Stored data entries
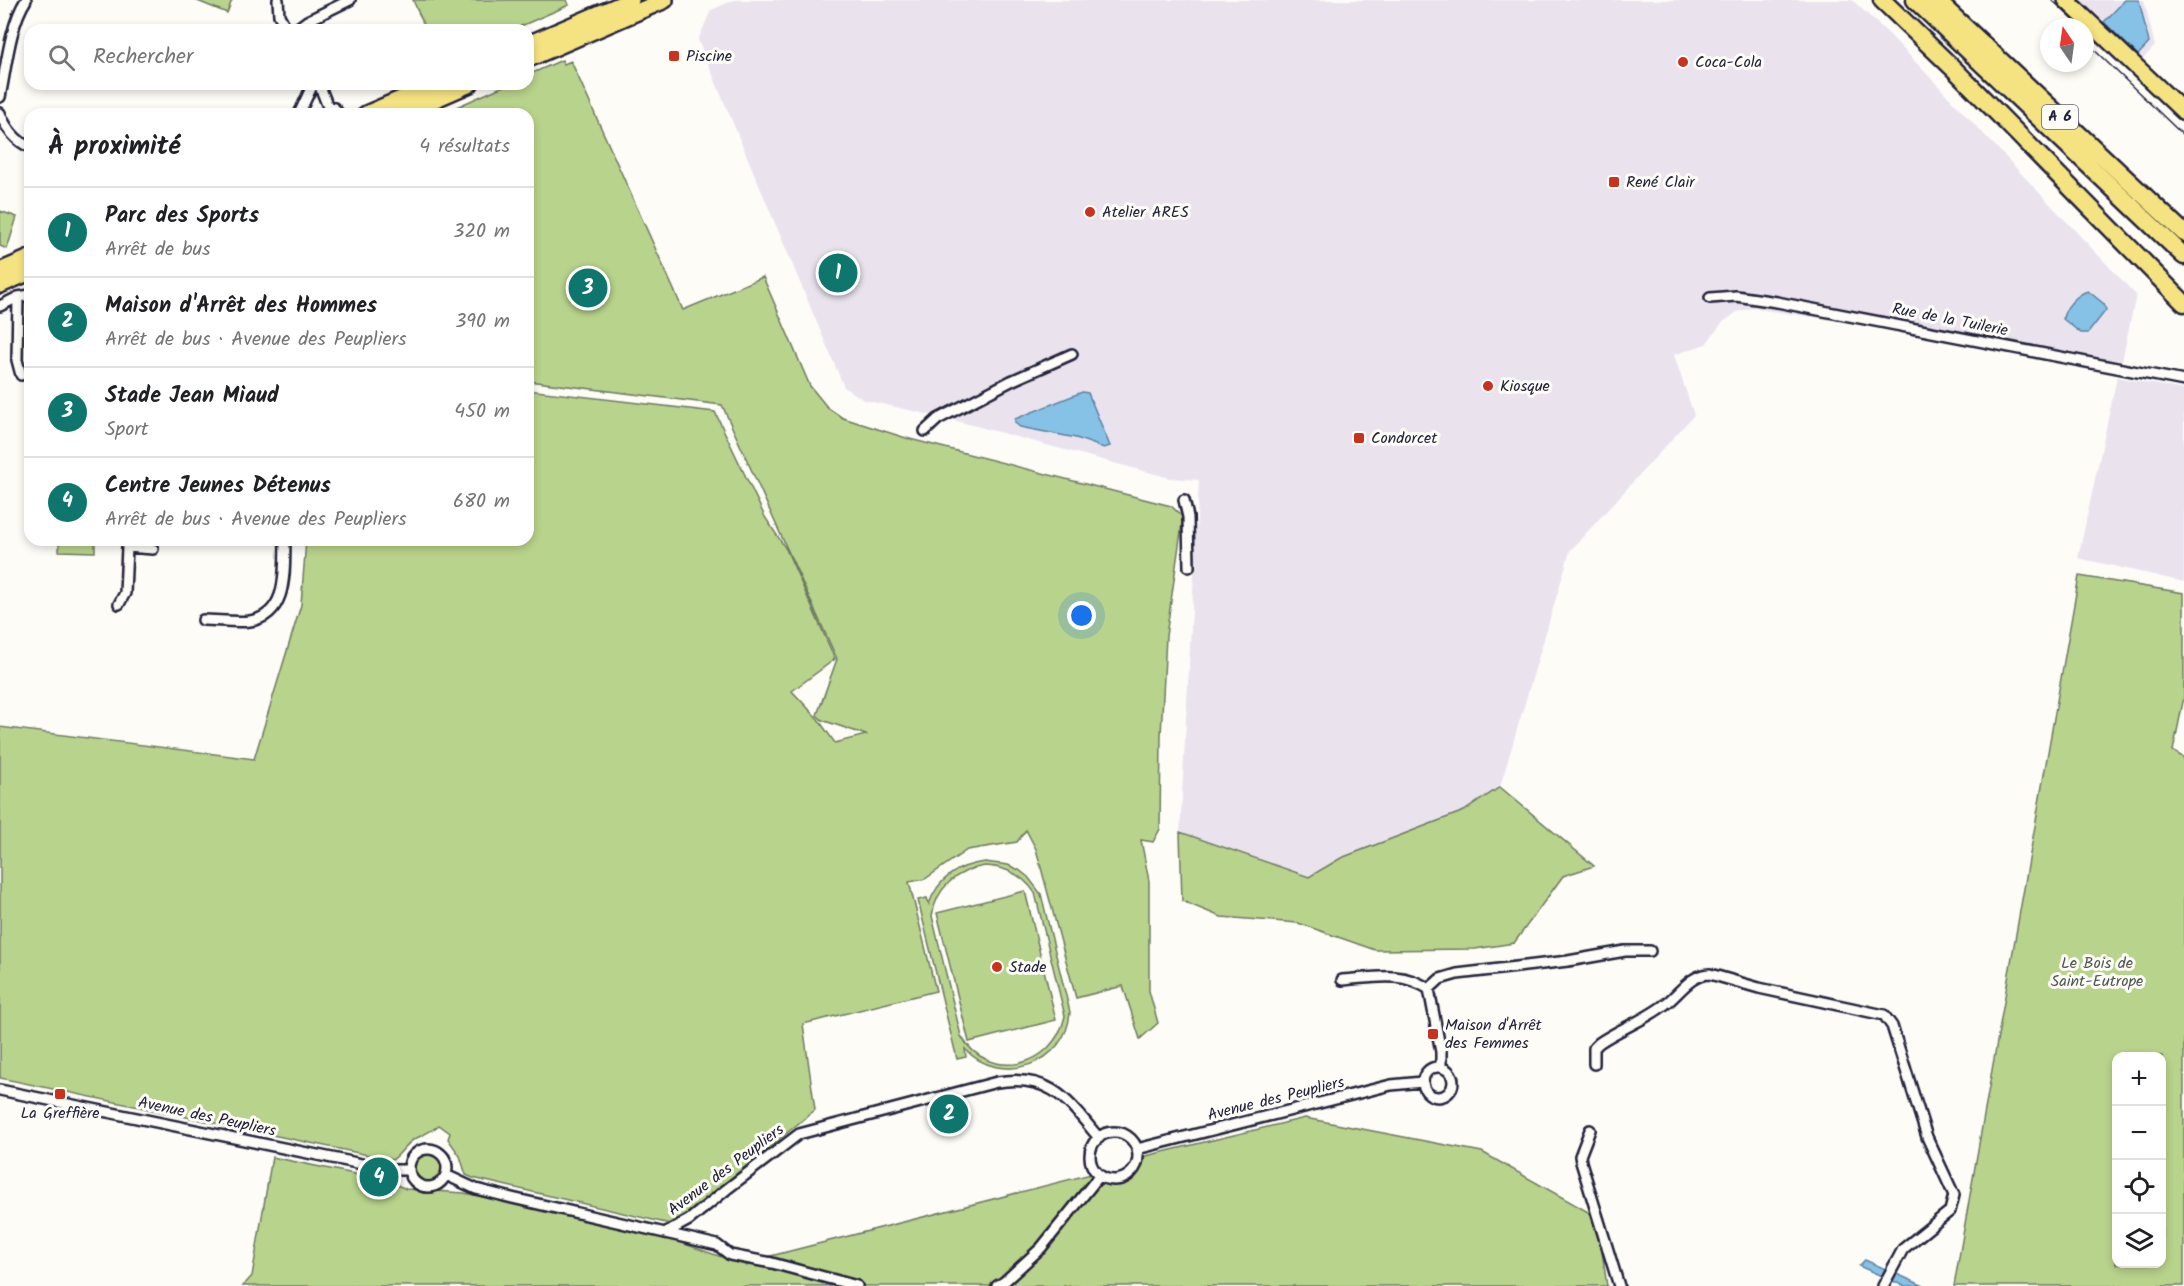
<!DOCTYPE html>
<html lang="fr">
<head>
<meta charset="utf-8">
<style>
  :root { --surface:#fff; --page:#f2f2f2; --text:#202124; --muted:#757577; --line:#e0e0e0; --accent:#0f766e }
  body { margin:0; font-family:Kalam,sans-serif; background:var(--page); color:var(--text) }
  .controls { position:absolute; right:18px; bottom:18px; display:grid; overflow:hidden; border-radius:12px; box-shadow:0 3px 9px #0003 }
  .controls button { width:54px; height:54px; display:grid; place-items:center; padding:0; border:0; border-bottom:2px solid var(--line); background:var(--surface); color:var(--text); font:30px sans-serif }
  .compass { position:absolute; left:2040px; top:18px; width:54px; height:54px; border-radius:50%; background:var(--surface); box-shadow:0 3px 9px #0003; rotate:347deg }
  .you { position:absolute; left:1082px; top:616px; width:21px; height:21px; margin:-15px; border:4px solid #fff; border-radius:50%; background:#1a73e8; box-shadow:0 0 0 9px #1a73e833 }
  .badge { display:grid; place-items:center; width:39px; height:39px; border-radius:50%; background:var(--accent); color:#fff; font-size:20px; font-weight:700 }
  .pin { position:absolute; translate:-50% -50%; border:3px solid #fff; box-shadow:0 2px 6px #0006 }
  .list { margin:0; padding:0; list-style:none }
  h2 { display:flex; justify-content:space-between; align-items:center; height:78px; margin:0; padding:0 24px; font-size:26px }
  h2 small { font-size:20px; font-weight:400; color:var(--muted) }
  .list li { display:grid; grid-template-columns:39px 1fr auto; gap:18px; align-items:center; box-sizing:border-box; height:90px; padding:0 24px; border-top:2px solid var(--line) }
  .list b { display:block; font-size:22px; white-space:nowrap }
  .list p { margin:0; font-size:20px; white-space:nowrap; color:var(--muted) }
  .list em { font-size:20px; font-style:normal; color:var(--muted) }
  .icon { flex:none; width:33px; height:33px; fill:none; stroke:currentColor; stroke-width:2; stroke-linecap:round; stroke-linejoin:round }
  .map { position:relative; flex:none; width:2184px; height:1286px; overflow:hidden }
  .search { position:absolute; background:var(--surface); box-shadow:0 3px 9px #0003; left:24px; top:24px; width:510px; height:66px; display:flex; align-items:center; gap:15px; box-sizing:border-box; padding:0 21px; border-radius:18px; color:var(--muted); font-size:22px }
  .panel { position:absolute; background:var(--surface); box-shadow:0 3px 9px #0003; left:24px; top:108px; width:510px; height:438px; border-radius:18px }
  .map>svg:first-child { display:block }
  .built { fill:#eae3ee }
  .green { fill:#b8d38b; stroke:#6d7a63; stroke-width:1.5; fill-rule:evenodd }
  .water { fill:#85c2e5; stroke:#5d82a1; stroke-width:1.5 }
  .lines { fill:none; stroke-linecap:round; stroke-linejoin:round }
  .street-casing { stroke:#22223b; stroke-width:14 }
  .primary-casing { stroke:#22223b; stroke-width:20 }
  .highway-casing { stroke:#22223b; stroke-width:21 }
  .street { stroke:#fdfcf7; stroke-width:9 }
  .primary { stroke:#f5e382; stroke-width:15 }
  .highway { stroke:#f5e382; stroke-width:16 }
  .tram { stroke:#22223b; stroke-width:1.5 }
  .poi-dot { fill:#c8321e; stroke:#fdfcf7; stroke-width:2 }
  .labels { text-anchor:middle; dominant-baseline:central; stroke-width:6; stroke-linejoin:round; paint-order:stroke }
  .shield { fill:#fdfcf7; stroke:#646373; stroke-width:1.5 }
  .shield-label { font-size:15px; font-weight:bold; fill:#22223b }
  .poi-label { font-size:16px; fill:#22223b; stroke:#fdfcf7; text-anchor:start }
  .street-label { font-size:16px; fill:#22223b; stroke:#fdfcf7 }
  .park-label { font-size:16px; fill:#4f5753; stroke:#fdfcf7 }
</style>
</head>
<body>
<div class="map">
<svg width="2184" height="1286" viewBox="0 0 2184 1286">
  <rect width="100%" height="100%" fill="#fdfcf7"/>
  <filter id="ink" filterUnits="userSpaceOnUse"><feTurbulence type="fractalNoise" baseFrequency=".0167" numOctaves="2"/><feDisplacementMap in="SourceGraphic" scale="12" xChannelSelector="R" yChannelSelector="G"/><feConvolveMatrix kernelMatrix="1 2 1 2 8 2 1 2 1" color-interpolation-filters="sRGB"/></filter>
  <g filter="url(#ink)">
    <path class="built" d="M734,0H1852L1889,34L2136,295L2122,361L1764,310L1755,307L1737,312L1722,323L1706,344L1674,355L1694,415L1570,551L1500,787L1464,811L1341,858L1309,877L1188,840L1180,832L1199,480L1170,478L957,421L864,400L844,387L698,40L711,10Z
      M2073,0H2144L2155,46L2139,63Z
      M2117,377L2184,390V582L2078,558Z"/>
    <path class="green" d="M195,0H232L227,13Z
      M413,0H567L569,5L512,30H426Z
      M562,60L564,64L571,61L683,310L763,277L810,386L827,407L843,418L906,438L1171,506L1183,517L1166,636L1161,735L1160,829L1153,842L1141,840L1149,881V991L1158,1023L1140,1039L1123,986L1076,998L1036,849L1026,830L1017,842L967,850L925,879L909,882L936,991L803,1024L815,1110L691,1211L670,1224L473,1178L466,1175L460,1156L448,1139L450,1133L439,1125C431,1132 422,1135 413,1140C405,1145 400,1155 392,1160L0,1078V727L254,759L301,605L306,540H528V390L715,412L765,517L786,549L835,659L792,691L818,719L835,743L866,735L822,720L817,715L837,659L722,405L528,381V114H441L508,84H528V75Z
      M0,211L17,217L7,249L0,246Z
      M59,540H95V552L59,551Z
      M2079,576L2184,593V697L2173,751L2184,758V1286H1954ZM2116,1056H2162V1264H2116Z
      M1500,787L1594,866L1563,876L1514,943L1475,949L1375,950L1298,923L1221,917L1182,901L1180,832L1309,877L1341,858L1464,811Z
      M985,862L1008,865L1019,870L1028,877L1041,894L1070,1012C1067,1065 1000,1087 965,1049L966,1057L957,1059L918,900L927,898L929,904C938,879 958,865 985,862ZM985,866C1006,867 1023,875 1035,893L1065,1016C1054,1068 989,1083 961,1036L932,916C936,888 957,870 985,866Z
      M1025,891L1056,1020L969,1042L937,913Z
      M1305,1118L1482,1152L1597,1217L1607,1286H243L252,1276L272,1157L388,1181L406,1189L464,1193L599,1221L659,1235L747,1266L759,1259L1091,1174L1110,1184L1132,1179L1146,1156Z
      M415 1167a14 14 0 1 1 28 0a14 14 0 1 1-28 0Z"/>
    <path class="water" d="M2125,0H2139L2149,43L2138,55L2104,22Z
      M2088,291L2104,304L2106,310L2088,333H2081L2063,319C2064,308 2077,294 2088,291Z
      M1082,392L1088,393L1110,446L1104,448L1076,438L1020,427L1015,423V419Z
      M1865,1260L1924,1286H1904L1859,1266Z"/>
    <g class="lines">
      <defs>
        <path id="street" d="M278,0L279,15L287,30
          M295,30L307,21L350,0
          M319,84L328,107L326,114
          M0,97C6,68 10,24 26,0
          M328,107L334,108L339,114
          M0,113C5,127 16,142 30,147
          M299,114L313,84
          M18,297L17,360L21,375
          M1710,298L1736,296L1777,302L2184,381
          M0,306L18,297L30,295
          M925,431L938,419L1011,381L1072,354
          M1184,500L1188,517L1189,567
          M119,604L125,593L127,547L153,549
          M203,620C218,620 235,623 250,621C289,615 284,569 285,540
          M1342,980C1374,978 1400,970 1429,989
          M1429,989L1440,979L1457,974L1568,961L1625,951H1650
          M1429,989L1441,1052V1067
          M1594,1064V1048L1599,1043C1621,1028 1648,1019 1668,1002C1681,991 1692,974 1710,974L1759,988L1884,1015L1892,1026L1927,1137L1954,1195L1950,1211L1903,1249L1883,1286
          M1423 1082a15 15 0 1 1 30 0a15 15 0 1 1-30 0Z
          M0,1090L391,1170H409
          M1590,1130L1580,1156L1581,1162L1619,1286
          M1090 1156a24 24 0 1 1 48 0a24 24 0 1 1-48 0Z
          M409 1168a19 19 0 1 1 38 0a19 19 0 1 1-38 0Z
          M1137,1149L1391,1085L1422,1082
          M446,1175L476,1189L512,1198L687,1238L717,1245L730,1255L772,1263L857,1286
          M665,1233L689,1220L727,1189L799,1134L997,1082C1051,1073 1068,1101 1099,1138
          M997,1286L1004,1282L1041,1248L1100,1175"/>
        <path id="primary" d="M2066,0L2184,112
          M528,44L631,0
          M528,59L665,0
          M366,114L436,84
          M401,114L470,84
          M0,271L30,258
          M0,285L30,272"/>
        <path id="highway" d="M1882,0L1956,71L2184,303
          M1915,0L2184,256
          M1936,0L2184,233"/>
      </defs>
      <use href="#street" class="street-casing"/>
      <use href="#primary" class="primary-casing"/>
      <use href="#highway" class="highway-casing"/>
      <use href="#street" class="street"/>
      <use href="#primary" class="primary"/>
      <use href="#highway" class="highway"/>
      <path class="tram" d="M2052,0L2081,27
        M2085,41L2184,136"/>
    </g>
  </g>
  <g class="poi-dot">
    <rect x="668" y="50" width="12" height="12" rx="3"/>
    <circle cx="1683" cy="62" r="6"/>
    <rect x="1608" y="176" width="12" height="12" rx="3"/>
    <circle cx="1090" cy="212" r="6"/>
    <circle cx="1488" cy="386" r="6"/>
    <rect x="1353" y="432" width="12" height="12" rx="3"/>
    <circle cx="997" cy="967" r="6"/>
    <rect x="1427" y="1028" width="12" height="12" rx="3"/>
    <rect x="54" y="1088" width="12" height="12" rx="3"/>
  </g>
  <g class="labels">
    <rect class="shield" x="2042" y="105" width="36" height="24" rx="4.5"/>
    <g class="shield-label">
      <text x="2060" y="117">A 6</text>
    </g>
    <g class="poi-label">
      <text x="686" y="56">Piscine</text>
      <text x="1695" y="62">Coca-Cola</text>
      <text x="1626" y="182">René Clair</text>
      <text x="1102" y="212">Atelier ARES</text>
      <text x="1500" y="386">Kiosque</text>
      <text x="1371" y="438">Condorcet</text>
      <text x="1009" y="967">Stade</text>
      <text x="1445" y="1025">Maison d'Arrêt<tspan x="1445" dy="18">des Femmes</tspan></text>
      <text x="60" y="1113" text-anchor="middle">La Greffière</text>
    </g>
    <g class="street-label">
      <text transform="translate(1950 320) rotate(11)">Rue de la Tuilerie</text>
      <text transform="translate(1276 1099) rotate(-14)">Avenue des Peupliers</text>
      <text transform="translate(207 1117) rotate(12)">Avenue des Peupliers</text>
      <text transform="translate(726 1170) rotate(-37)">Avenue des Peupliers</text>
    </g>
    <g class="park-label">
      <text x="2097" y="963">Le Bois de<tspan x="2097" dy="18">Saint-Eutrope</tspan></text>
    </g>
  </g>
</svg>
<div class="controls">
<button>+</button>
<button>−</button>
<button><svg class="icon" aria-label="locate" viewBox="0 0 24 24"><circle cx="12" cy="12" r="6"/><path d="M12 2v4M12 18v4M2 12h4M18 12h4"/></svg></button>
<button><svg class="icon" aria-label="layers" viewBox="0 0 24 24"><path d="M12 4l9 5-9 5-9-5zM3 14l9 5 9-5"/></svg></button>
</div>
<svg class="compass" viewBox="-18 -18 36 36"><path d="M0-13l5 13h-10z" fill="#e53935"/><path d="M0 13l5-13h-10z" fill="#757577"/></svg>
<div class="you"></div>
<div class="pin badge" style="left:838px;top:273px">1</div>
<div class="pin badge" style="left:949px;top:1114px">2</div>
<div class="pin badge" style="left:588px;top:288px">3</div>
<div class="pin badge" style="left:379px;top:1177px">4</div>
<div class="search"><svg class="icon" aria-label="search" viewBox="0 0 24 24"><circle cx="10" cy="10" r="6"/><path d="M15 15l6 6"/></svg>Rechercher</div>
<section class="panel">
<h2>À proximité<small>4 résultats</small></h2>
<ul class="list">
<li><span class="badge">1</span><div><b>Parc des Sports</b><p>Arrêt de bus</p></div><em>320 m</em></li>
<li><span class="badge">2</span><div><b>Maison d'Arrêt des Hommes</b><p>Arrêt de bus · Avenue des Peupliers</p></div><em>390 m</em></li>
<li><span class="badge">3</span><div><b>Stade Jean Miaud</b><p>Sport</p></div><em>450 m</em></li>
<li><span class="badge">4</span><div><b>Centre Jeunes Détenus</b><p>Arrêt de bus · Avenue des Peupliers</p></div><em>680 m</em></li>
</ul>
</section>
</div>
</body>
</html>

▶ [Assignment] The answer must consist of each line from the data that includes the string "compass".

▶ [Result]
  .compass { position:absolute; left:2040px; top:18px; width:54px; height:54px; border-radius:50%; background:var(--surface); box-shadow:0 3px 9px #0003; rotate:347deg }
<svg class="compass" viewBox="-18 -18 36 36"><path d="M0-13l5 13h-10z" fill="#e53935"/><path d="M0 13l5-13h-10z" fill="#757577"/></svg>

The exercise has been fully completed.